Here's an example of generating source code from a trained J48 (the source code is saved in a file called WekaWrapper.java):

 java weka.classifiers.trees.J48 \
   -t /some/where/data.arff \
   -z SourcedJ48 \                  # name of the inner class, gets called by wrapper class WekaWrapper
   > /else/where/WekaWrapper.java   # redirecting the output of the code into a file
The package of the wrapper class is by default the weka.classifiers package. Make sure that you place the source code and/or class files in the correct location. The generated classifier can be used from the commandline or GUI like any other classifier within Weka, you only need to make sure that your GenericObjectEditor lists the package you place the classifier in (weka.classifiers is not listed by default).

The following command calls the generated classifier with a training set (training has no effect, of course) and outputs the predictions for this dataset to stdout:

 java weka.classifiers.WekaWrapper \
   -t /some/file.arff \
   -p 0                  # output predictions for training set
Note: the Explorer can output source code as well, you only have to check the Output source code option in the More options dialog.

Filters#

With versions of Weka later than 3.5.6 or a snapshot of the developer version, one can now also turn filters into source code.
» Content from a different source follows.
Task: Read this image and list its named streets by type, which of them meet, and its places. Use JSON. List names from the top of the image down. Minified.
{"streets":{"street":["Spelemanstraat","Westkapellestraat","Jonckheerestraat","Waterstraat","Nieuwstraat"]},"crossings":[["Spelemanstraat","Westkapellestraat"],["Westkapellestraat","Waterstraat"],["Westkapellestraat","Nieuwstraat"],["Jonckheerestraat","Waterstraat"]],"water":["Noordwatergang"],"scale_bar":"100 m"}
The process is basically the same as with classifiers outlined above. All filters that implement the weka.filters.Sourcable interface can be turned into Java code (again, check out the Javadoc for this interface, to see the filters implementing it).

The following command turns an initialized ReplaceMissingValues filter into source code:

 java weka.filters.unsupervised.attribute.ReplaceMissingValues \
   -i /somewhere1/input.arff \
   -o /somewhere2/output.arff \
   -z SourcedRMV \                   # name of the inner class, gets called by wrapper class WekaWrapper
   > /some/place/WekaWrapper.java    # redirecting the output of the code into a file
The package of the wrapper class is by default the weka.filters package. Make sure that you place the source code and/or class files in the correct location. The generated filter can be used from the commandline or GUI like any other filter within Weka, you only need to make sure that your GenericObjectEditor lists the package you place the filter in.

And again a little demonstration of how to call the generated source code:

 java weka.filters.WekaWrapper \
   -i /some/where/input.arff \     # must have the same structure as **/somewhere1/input.arff**, of course
   -o /other/place/output.arff 

See also#

  • Serialization - can be used for all classifiers and filters to save them in a persistent state.